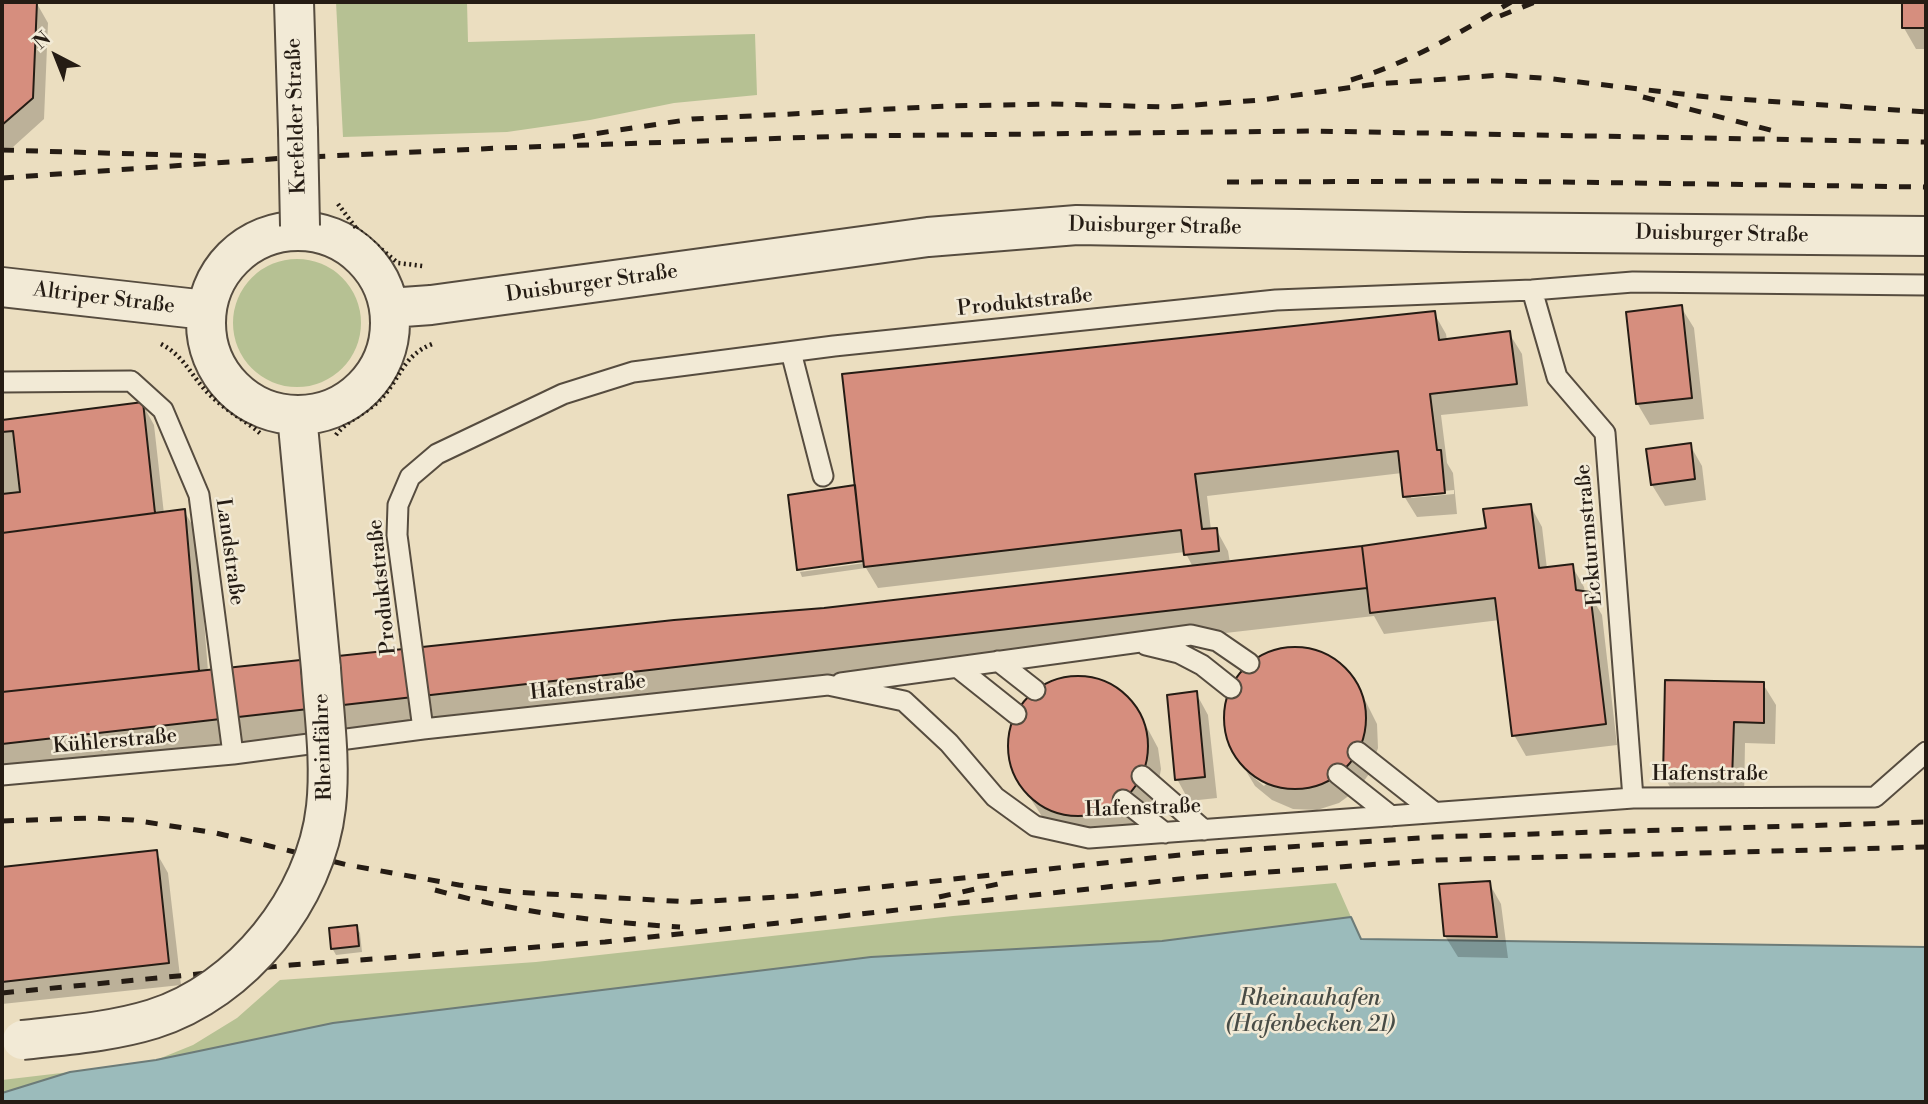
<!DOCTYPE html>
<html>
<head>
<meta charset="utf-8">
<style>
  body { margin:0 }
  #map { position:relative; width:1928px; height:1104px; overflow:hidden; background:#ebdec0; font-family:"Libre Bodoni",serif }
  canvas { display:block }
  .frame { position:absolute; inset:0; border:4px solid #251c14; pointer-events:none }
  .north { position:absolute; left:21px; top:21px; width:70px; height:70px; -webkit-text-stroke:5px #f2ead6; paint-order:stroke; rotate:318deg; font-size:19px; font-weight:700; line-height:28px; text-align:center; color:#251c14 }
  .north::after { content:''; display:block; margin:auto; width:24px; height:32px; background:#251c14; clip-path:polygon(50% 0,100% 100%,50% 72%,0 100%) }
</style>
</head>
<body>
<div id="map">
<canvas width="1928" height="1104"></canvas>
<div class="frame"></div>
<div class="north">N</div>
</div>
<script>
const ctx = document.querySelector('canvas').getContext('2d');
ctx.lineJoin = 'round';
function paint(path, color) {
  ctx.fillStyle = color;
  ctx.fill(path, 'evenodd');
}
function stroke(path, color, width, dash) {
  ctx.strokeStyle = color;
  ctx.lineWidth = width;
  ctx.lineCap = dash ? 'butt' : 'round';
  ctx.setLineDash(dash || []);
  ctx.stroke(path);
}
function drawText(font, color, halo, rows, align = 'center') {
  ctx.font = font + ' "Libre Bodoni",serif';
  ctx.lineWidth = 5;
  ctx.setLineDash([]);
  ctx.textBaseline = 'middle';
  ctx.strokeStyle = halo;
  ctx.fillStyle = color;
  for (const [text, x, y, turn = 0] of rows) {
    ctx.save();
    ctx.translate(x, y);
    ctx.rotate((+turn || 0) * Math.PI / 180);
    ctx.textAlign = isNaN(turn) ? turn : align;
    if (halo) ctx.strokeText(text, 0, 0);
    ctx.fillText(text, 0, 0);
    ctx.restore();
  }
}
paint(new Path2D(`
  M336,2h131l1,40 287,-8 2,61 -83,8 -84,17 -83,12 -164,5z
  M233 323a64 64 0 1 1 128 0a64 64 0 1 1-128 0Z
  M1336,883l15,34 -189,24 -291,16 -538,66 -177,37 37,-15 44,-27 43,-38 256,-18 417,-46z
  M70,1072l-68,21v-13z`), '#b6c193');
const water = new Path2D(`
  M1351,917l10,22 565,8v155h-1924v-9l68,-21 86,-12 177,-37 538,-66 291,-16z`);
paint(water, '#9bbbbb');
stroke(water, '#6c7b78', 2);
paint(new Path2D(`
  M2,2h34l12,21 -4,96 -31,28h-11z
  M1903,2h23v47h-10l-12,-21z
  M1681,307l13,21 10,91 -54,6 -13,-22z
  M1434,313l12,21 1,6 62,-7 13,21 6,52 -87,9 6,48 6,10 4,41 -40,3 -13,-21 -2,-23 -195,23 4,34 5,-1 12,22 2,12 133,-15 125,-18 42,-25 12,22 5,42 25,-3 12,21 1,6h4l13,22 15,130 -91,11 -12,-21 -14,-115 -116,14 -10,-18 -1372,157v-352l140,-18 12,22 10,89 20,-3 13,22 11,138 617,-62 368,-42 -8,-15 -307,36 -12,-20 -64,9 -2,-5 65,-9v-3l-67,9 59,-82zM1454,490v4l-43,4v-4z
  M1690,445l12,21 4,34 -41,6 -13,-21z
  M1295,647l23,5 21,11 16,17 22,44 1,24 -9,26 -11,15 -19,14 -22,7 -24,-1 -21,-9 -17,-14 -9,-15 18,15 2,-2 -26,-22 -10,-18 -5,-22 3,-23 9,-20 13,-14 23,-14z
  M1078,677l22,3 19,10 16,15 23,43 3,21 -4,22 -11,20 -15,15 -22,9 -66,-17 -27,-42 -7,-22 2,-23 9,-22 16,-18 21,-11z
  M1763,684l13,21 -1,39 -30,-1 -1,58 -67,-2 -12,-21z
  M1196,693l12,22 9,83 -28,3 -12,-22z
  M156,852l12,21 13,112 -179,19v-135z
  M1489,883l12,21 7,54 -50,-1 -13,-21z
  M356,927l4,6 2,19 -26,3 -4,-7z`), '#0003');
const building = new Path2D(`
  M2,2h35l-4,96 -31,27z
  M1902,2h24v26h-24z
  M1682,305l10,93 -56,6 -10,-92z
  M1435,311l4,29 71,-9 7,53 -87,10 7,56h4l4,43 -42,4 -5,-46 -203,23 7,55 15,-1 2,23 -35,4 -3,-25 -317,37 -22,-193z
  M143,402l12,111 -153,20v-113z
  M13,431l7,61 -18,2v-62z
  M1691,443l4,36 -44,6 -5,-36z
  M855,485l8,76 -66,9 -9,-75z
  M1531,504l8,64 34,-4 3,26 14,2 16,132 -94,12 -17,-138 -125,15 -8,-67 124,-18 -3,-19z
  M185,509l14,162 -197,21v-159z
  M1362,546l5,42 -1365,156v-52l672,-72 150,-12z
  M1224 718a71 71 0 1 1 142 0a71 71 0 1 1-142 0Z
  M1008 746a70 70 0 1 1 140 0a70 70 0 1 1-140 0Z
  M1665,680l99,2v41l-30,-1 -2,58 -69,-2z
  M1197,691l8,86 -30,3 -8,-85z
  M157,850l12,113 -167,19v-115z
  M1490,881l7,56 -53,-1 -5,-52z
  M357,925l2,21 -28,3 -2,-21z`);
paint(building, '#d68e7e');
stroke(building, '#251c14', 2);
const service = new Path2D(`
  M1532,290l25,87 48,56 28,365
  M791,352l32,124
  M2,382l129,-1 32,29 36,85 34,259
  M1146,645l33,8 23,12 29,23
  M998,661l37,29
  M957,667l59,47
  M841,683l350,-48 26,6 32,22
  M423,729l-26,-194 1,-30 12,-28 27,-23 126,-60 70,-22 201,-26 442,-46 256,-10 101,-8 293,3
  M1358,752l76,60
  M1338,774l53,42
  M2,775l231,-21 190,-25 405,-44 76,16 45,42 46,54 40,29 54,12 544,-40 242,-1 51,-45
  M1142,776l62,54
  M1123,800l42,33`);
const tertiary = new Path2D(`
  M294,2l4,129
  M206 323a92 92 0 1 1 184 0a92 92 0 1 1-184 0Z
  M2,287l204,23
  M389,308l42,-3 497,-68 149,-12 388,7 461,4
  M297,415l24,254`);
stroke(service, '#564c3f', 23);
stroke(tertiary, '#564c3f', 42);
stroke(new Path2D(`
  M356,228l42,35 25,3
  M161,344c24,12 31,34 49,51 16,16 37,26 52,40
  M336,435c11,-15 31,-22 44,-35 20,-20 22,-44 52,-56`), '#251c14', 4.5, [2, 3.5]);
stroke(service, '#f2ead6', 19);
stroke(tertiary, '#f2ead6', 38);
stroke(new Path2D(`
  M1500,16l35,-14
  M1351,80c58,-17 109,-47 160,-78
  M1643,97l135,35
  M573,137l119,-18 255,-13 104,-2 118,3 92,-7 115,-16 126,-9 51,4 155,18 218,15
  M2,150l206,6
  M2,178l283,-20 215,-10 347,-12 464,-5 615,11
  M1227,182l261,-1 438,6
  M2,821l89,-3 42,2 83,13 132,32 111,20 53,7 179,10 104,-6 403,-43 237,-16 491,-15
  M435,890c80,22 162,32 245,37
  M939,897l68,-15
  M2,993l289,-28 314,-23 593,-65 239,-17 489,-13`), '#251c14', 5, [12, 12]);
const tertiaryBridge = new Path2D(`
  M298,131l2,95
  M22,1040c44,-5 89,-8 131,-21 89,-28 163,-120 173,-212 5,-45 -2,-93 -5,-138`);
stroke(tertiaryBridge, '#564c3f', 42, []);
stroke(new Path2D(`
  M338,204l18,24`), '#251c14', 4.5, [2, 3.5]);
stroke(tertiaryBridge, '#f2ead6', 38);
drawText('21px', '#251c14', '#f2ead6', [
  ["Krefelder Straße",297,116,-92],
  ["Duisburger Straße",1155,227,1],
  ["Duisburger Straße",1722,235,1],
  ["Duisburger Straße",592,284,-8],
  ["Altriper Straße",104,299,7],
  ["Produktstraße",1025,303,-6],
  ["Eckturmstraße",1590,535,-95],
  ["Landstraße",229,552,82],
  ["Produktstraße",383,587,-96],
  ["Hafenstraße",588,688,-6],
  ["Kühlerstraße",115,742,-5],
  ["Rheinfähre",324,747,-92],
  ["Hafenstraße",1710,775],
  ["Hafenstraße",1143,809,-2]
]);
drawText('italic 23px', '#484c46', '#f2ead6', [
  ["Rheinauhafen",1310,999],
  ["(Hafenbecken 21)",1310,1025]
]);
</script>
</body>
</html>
══════
EXERCISE AIM: Verbatim copy, pictures excluded: output the lines from the first line of the records above through the line containing "ctx.fill(path, 'evenodd');".

SOLUTION BELOW:
<!DOCTYPE html>
<html>
<head>
<meta charset="utf-8">
<style>
  body { margin:0 }
  #map { position:relative; width:1928px; height:1104px; overflow:hidden; background:#ebdec0; font-family:"Libre Bodoni",serif }
  canvas { display:block }
  .frame { position:absolute; inset:0; border:4px solid #251c14; pointer-events:none }
  .north { position:absolute; left:21px; top:21px; width:70px; height:70px; -webkit-text-stroke:5px #f2ead6; paint-order:stroke; rotate:318deg; font-size:19px; font-weight:700; line-height:28px; text-align:center; color:#251c14 }
  .north::after { content:''; display:block; margin:auto; width:24px; height:32px; background:#251c14; clip-path:polygon(50% 0,100% 100%,50% 72%,0 100%) }
</style>
</head>
<body>
<div id="map">
<canvas width="1928" height="1104"></canvas>
<div class="frame"></div>
<div class="north">N</div>
</div>
<script>
const ctx = document.querySelector('canvas').getContext('2d');
ctx.lineJoin = 'round';
function paint(path, color) {
  ctx.fillStyle = color;
  ctx.fill(path, 'evenodd');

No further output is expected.